Taking A Cue From Aristotle When Marketing Produce & Health

The produce industry has long sought a marketing message that would resonate with consumers — thus increasing consumption and sales. To many in the trade, indeed to most of the top executives, it often seemed that this message should play on the healthfulness of fresh produce and how a diet rich in fresh produce is likely to lead to healthier living. More broadly, produce executives and industry leaders yearn to tie produce to fitness and health. Yet many such efforts, over many years, have not succeeded in moving the needle on produce consumption.
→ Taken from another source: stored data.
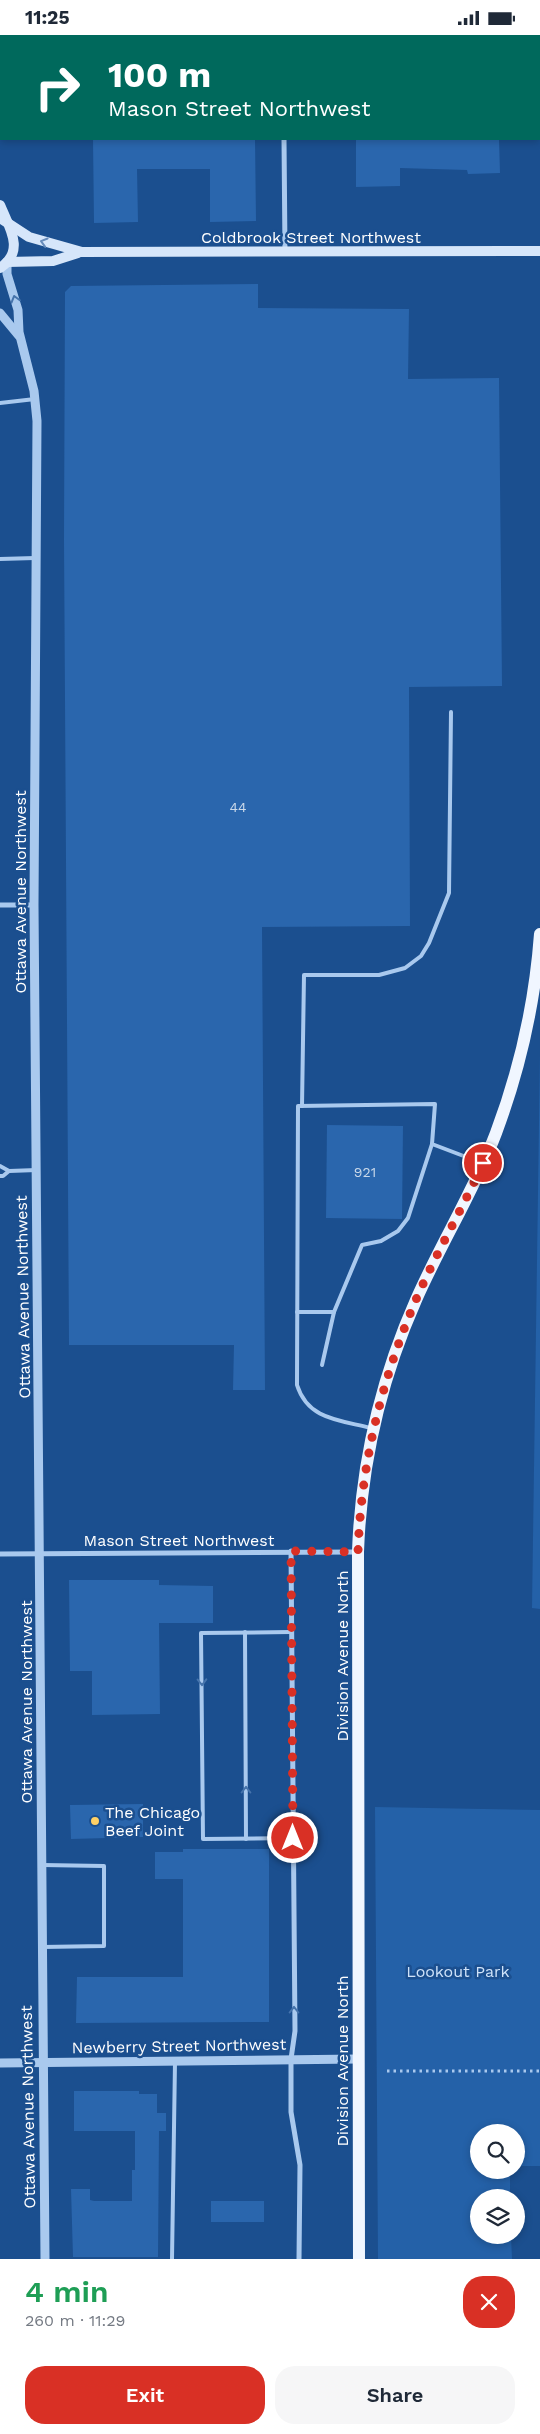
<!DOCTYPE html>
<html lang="en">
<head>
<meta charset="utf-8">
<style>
  :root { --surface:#fff; --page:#f6f6f7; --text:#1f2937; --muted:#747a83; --accent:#d93025 }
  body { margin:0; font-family:"Work Sans",sans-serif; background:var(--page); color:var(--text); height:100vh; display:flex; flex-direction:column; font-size:19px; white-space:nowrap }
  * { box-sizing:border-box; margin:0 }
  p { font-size:16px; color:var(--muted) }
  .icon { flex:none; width:28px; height:28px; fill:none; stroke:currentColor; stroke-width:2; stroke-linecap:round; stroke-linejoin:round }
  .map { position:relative; height:2224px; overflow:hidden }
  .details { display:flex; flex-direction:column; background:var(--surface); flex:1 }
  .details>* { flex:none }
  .hud { position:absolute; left:0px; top:0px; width:540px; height:105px; box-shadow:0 2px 8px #0003; background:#00695c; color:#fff; overflow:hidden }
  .buttons { position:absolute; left:470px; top:2089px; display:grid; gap:10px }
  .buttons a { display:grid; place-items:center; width:55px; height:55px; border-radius:50%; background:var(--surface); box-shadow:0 2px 8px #0003; font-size:25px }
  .pin { position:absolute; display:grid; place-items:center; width:42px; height:42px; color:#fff; margin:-21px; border:2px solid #fff; border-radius:50%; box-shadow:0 1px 5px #0007 }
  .me { position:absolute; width:55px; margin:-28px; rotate:0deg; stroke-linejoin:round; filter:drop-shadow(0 0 4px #0008) }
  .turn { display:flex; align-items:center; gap:18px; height:105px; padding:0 25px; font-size:22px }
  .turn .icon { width:65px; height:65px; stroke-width:2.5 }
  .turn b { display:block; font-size:35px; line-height:42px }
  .round { display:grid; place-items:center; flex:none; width:52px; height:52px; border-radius:20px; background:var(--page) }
  .overview { display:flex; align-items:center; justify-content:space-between; height:85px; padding:0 25px }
  h1 { font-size:30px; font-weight:600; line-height:38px; color:#1e9e55 }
  .button { display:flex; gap:10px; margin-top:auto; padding:10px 25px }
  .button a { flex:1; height:58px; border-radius:20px; background:var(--accent); color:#fff; font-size:20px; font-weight:600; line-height:58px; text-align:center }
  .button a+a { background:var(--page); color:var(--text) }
  .status { display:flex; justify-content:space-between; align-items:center; height:35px; padding:0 25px; background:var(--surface); direction:ltr }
  .status svg { height:14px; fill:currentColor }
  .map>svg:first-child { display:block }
  .green { fill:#2461a8 }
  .building { fill:#2a66ad }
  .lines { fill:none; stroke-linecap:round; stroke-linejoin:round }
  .path { stroke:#a9c9ee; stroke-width:3; stroke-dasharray:2.5 4; stroke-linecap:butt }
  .service { stroke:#a9c9ee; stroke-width:4 }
  .minor { stroke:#a9c9ee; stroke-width:5 }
  .tertiary { stroke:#a9c9ee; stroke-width:9 }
  .secondary { stroke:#d6e6fa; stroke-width:10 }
  .primary { stroke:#f0f6ff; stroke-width:12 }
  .oneway { stroke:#668bba }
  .oneway2 { stroke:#4674ac }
  .route { stroke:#d93025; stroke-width:9; stroke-dasharray:0 16.2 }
  .poi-dot { fill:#ffd166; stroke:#1b4f8f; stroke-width:2 }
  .labels { text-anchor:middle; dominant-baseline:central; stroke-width:5; stroke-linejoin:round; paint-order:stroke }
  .number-label { font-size:14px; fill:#cad9ea }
  .street-label { font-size:16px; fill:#fff; stroke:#1b4f8f }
  .poi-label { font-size:16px; fill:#fff; stroke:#1b4f8f; text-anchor:start }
  .park-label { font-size:16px; fill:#cfe3fa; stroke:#1b4f8f }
</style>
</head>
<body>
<div class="status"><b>11:25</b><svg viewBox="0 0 49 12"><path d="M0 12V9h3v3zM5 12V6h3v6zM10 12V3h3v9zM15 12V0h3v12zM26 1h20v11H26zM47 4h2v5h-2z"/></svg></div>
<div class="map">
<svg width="540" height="2224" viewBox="0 0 540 2224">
  <rect width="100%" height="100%" fill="#1b4f8f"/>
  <g class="green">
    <path d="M540 1019V1574L532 1573Z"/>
    <path d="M375 1772 540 1775V2131H516V2098H479V2135H510V2162H479V2200H511L512 2224H378Z"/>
  </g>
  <g class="building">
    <path d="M93 104H255L256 186 210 187V134H137L138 187 94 188Z"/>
    <path d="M356 104H499L500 138 468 139 467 135 400 133V151L356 152Z"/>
    <path d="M258 249V273L409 274 408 344 499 343 502 651 409 652 410 891 262 892 265 1355H233L234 1310H69L64 504 65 257 71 251Z"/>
    <path d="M327 1090 403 1091 402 1184 326 1183Z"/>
    <path d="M69 1545H159V1550L213 1551V1588H159L160 1679 92 1680V1636H70Z"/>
    <path d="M143 1769V1802L71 1804 70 1770Z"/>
    <path d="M183 1814H269V1987L76 1988 77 1942H183V1844H155V1817H183Z"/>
    <path d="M74 2056H139V2059H157V2078H166V2096H159L158 2222H73L71 2154H90V2165L94 2166H132V2135H135V2096H74Z"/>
    <rect x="211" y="2166" width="53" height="21"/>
  </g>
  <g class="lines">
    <path class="path" d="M387 2036H540"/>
    <g class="service">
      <path d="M347 1V0"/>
      <path d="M0 368 35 364"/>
      <path d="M0 524 35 523"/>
      <path d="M302 1071 304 940H379L405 933 421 921 429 908 449 858 451 677"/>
      <path d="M0 1131 9 1136 37 1135"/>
      <path d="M0 1141H3L9 1136"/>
      <path d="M297 1277H334L362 1210 381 1206 398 1196 408 1183 432 1109"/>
      <path d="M322 1330 334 1277"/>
      <path d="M371 1393C340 1385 308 1385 297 1350L298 1071 435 1069 432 1109 482 1128"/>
      <path d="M245 1597 246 1804"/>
      <path d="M291 1597 201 1598 203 1804 293 1803"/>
      <path d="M42 1830 104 1831V1911L42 1912"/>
      <path d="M172 2224 175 2027"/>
    </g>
    <g class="minor">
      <path d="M284 0V1"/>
      <path d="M284 104 285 217"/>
      <path d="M0 870H34"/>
      <path d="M291 1516 295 1996 291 2024V2077L300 2130 299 2224"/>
      <path d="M0 1519 357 1517"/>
    </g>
    <g class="tertiary">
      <path d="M7 227V239L18 275 19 297 34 356 37 386 34 870 45 2224"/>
      <path d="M0 278 19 301"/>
      <path d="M0 2028 358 2024"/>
    </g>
    <g class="secondary">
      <path d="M0 170C9 192 26 216 0 233"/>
      <path d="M0 183 29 202 82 217 540 216"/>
      <path d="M7 227 53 226 78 218"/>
    </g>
    <path class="primary" d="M359 2224 358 1517C361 1430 381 1344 416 1265 441 1208 474 1156 496 1098 520 1034 535 967 540 899"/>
  </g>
  <defs><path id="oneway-chevron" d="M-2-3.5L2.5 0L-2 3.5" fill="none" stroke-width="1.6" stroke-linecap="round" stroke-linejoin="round" transform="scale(1.25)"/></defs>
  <use class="oneway" href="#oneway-chevron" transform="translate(44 207) rotate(-164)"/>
  <g class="oneway2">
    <use href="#oneway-chevron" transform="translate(15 264) rotate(-106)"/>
    <use href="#oneway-chevron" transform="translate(202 1647) rotate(89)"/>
    <use href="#oneway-chevron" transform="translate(246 1755) rotate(-90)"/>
    <use href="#oneway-chevron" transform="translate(294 1975) rotate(-90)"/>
  </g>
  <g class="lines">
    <path class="route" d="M293 1803 291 1516 358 1517C361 1430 381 1347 415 1267 435 1220 462 1175 483 1128"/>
  </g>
  <circle class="poi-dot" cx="95" cy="1786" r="5"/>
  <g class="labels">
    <g class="number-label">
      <text x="238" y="772">44</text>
      <text x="365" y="1137">921</text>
    </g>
    <g class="street-label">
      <text x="311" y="202">Coldbrook Street Northwest</text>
      <text transform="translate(20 857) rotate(-90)">Ottawa Avenue Northwest</text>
      <text transform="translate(23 1262) rotate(-91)">Ottawa Avenue Northwest</text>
      <text x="179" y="1505">Mason Street Northwest</text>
      <text transform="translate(342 1621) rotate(-90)">Division Avenue North</text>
      <text transform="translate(26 1667) rotate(-90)">Ottawa Avenue Northwest</text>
      <text transform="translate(179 2011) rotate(-1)">Newberry Street Northwest</text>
      <text transform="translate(342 2026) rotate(-90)">Division Avenue North</text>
      <text transform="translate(28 2072) rotate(-91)">Ottawa Avenue Northwest</text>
    </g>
    <g class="poi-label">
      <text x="105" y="1777">The Chicago<tspan x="105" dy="18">Beef Joint</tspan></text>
    </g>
    <g class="park-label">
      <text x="458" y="1936">Lookout Park</text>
    </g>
  </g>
</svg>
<div class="buttons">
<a><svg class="icon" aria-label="search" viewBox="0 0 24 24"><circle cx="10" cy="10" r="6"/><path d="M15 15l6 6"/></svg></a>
<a><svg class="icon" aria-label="layers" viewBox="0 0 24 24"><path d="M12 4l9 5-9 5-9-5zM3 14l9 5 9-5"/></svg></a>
</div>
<div class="pin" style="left:483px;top:1128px;background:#d93025"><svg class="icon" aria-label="arrive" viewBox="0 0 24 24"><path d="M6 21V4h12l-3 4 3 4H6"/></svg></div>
<svg class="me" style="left:293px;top:1803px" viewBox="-20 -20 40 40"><circle r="17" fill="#d93025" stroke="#fff" stroke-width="3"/><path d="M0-11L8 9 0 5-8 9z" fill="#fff"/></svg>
<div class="hud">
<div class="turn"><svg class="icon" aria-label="right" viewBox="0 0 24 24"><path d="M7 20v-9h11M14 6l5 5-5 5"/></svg><div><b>100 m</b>Mason Street Northwest</div></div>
</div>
</div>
<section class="details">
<div class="overview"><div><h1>4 min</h1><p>260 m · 11:29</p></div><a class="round" style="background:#d93025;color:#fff"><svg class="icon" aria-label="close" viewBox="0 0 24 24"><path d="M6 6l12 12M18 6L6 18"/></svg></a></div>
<div class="button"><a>Exit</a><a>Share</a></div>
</section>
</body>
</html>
In fact, the question isn’t even about the produce industry’s marketing efforts. There is substantial and sustained data indicating that the healthfulness of fresh produce is widely known, a consequence of parents and public health, more than industry efforts. This explains the limitations of many health-oriented marketing efforts. If fresh produce is already recognized as healthy, then marketing in this vein can do little more than reinforce the point. That hardly seems likely to dramatically change consumption patterns.

In the face of low levels of consumption, the widespread recognition that produce is healthy raises the question of why people don’t act in ways that would seem to be in their best interest. The short answer is we don’t read enough Aristotle.
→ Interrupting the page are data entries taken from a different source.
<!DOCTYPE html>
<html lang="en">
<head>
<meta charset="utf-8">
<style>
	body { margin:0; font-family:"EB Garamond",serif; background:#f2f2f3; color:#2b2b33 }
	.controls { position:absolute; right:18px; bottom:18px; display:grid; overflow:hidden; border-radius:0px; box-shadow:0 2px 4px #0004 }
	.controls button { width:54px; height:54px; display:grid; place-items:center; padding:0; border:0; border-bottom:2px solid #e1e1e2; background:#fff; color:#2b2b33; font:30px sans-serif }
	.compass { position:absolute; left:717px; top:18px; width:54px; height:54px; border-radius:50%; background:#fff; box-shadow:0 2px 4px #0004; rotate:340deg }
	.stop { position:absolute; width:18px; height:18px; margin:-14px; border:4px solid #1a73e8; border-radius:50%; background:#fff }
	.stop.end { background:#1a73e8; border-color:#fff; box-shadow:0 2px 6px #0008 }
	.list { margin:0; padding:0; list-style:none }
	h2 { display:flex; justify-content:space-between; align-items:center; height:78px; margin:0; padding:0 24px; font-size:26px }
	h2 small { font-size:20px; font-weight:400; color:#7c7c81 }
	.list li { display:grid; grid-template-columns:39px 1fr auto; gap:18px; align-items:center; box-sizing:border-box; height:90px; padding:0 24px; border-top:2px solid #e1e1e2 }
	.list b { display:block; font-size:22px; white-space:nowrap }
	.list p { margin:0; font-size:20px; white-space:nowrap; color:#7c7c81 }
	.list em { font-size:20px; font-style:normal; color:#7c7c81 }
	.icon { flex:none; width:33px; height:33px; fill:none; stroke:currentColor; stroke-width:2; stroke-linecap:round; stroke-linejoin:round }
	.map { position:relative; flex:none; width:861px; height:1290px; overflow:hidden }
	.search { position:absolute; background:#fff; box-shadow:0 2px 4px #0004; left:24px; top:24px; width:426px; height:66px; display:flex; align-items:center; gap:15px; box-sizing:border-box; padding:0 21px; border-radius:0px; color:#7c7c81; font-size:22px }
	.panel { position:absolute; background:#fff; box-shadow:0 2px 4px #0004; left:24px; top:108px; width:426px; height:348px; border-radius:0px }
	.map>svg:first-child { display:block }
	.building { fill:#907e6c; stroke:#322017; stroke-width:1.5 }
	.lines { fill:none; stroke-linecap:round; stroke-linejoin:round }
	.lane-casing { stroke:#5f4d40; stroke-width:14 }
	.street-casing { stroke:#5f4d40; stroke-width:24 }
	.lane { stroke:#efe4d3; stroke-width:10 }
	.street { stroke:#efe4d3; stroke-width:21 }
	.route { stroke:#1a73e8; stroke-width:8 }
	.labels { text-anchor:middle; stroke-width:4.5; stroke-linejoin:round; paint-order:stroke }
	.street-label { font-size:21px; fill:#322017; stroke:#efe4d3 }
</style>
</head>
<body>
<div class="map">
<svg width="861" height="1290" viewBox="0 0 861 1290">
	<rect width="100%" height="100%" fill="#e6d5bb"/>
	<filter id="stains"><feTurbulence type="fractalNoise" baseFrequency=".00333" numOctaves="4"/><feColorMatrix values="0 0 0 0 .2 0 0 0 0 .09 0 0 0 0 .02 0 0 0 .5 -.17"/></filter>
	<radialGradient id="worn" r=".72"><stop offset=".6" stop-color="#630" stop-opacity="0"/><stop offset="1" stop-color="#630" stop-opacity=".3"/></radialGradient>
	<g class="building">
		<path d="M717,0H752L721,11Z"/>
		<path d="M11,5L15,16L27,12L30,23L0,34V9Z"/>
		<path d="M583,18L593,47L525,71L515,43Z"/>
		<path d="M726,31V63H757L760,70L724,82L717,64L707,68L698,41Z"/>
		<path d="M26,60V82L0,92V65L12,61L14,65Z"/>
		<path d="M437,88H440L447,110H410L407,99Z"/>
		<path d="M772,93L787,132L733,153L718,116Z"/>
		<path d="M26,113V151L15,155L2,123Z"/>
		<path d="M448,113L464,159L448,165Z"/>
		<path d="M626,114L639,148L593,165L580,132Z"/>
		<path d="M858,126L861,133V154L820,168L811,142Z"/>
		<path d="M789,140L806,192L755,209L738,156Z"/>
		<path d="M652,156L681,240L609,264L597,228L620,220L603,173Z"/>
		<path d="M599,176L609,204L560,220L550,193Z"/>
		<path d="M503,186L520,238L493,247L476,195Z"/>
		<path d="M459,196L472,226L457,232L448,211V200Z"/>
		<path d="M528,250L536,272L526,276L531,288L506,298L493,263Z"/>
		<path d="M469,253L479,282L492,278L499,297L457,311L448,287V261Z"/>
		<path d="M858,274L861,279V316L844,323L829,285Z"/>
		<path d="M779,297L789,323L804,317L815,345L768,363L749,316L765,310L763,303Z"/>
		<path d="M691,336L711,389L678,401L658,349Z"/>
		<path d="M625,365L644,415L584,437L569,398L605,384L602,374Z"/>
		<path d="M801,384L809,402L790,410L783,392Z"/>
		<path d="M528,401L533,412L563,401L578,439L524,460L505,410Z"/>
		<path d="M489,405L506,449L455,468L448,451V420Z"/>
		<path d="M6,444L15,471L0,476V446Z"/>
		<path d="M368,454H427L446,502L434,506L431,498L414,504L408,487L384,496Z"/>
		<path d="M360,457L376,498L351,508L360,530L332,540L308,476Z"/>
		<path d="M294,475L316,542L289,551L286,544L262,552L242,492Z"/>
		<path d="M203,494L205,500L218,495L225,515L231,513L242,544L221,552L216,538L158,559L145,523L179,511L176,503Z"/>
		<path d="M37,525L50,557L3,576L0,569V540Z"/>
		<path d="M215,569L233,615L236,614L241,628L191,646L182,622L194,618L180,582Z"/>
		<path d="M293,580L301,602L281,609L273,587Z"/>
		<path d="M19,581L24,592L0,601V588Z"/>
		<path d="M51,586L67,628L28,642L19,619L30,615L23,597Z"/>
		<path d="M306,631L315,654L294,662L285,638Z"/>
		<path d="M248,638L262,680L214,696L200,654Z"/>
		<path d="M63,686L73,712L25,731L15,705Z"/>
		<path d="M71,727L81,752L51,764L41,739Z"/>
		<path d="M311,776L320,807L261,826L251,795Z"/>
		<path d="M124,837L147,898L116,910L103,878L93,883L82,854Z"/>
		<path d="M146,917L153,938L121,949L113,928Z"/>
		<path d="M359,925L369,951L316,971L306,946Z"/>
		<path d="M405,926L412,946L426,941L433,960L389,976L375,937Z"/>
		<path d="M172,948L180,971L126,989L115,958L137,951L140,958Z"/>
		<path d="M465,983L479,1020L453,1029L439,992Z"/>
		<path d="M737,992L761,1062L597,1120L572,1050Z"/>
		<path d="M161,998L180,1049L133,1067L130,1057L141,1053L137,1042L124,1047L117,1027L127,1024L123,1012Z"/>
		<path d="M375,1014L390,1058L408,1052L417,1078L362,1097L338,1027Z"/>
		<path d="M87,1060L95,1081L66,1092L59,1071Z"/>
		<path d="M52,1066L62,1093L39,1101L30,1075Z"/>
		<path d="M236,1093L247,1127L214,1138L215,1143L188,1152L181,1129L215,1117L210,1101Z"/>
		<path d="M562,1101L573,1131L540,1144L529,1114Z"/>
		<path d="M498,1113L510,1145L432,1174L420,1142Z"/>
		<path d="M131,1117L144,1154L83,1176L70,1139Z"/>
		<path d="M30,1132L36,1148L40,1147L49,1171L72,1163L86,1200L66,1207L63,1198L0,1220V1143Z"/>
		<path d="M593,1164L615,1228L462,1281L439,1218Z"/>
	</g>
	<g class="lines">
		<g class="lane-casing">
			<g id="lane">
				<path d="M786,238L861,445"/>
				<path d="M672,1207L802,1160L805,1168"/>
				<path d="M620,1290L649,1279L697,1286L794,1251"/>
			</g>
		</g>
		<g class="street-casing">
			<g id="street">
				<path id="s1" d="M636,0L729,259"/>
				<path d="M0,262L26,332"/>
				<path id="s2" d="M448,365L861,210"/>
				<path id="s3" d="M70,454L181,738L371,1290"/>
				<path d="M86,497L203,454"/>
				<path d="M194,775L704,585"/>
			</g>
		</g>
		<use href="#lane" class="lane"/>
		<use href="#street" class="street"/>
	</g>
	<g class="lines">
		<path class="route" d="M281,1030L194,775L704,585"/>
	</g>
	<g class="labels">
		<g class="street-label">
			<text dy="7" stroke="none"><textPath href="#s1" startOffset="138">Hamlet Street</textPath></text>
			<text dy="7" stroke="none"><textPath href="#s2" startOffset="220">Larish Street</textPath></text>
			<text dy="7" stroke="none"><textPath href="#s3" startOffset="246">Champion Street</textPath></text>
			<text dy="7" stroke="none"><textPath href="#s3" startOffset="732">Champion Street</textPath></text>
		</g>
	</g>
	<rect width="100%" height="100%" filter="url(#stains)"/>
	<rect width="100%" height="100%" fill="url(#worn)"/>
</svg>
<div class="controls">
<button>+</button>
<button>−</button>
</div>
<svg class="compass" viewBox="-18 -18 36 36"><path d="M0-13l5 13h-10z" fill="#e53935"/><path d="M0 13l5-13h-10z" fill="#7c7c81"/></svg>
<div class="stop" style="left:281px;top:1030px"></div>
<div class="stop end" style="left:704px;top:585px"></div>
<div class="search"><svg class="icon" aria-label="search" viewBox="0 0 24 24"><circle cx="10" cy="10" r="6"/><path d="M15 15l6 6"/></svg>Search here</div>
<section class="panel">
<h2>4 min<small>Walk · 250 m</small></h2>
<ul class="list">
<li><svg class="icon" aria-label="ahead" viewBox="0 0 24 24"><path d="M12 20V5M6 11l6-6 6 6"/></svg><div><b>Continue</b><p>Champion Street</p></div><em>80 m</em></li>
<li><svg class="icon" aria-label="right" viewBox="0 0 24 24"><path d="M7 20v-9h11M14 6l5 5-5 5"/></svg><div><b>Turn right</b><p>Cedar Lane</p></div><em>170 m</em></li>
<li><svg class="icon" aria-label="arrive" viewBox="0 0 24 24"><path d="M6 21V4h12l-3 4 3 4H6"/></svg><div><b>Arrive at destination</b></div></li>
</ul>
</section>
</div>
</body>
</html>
The whole concept of happiness has changed since Aristotle wrote the Nicomachean Ethics. We think of happiness as a mental state. You can be happy today and unhappy tomorrow based on subjective factors. It is about how you happen to feel. Aristotle saw happiness as an objective end goal that temporary fluctuations could not speak to. As Aristotle explained: “. . . for as it is not one swallow or one fine day that makes a spring, so it is not one day or a short time that makes a man blessed and happy.”

Aristotle thinks happiness is important; it is the end that meets the criteria he sets out as “that which is always desirable in itself and never for the sake of something else.” As humans we all pursue pleasure, wealth and reputation, not as goals in themselves but because we believe they will make us happy.

Aristotle sought to understand human happiness by identifying what was distinctively human. His answer was rationality. Humans have the ability to reason, so we can hold them responsible for their choices.

Since the unique ability of humans is the ability to reason, we could use this capability to assess our situation and obtain our goals — especially happiness. Aristotle defined happiness this way: “…the function of man is to live a certain kind of life, and this activity implies a rational principle, and the function of a good man is the good and noble performance of these, and if any action is well performed it is performed in accord with the appropriate excellence. If this is the case, then happiness turns out to be an activity of the soul in accordance with virtue.”

The key here is two things: First, there is a link between happiness and virtue and, for our purposes we can think of virtue as behaving well, doing the right things, such as eating properly. Second, happiness is an active, not a passive, state. So one must strive to do the right things.

Aristotle explained it this way: “He is happy who lives in accordance with complete virtue and is sufficiently equipped with external goods, not for some chance period but throughout a complete life.”

In other words, for Aristotle, happiness exists in achieving all the things that lead to the perfection of a human being, the attainment of human potential — this includes friendships, knowledge, wealth and, yes, health.

So rational humans, assessing the world and their situation in it and desiring to obtain happiness, will note the healthfulness of produce and will eat it. It is not enough to contemplate what the right thing is or even to intend to be virtuous; one has to actually do the right thing.

In our modern world, so many have become slaves to what Aristotle called akrasia, roughly translated as “weakness of the will.” Our culture has become so focused on finding shortcuts and instant solutions that Aristotle would not be pleased. Do people really want to eat healthy? Or do they want to eat whatever they want and take LIPITOR?

The produce industry needs to sell produce now. Focusing on health and association with beautiful physical specimens, such as athletes, may help with those portions of the population striving to act rationally. But it would be foolish to neglect the far larger market of those looking to indulge.

In the background we, as part of society, can keep in mind that the information is out there — we just need to help people process it better. Aristotle thought it to be possible. He thought the big issue was keeping the end in mind. As Aristotle believed: “Even an awkward archer can get better if he keeps practicing and aiming at the target.”